Allopurinol (Allo; 100 μm) does not affect HbNO yield detected by EPR. EPR for experiments conducted with blood drawn from normotensive (A, C, and E) and hypertensive volunteers (B, D, and F). A, representative EPR spectra for samples with allopurinol (red) or vehicle (blue) collected from mixtures at 5 (dashed) and 30 min (solid) and from supernatants (SPT) at 50 min (dotted) from normotensive volunteers at pH 6.5 and 37 °C. B, representative EPR spectra for samples using RBCs from hypertensive volunteers at pH 7.4 and room temperature.
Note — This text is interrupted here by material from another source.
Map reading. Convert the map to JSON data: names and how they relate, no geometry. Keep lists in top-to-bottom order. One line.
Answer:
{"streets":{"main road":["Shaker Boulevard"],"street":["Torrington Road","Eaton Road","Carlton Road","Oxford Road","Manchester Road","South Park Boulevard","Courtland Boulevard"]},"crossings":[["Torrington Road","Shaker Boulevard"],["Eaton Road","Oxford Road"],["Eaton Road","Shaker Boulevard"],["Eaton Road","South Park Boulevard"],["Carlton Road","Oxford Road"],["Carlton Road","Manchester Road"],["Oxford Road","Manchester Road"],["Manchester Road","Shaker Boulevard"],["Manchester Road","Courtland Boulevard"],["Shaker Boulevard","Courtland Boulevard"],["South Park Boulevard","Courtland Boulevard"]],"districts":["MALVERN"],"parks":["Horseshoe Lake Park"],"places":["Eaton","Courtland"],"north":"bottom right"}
C, average HbNO concentrations in RBCs from normotensive volunteers at pH 6.5 and 37 °C (n = 3). No significant differences were found for HbNO formed at 5 min (p = 0.8) and 30 min (p = 0.3) in mixtures and 50 min in supernatants (SPT; p = 0.2). D, average HbNO concentrations from experiments when RBCs were drawn from hypertensive volunteers at pH 7.4 and room temperature (n = 6). No significant difference was found for HbNO formed at 15 min (p = 0.4) and 30 min (p = 0.7) in mixtures and 50 min in supernatants (p = 0.5). E, upon the addition of exogenous XOR (10 μm), the addition of allopurinol reduced HbNO formation measured at 30 min after nitrite addition at pH 6.5 and 37 °C using red blood cells from normotensive individuals (p = 0.03, n = 3). No effect of allopurinol was observed at 5 min after nitrite addition in the mixture at 5 min (p = 0.8) or in the supernatants at 50 min (p = 0.6). *, versus −All, p = 0.03, n = 3. F, HbNO concentrations from experiments conducted using red blood cells from hypertensive volunteers with the addition of NADH at pH 7.4 and 37 °C. No significant difference was found between the amounts of HbNO formed in the mixture in the presence or absence of allopurinol (p > 0.6).
TABLE 1.
Nitrite bioactivation by RBCs
* The amount of NO detected by chemiluminescence is calculated based on a standard curve.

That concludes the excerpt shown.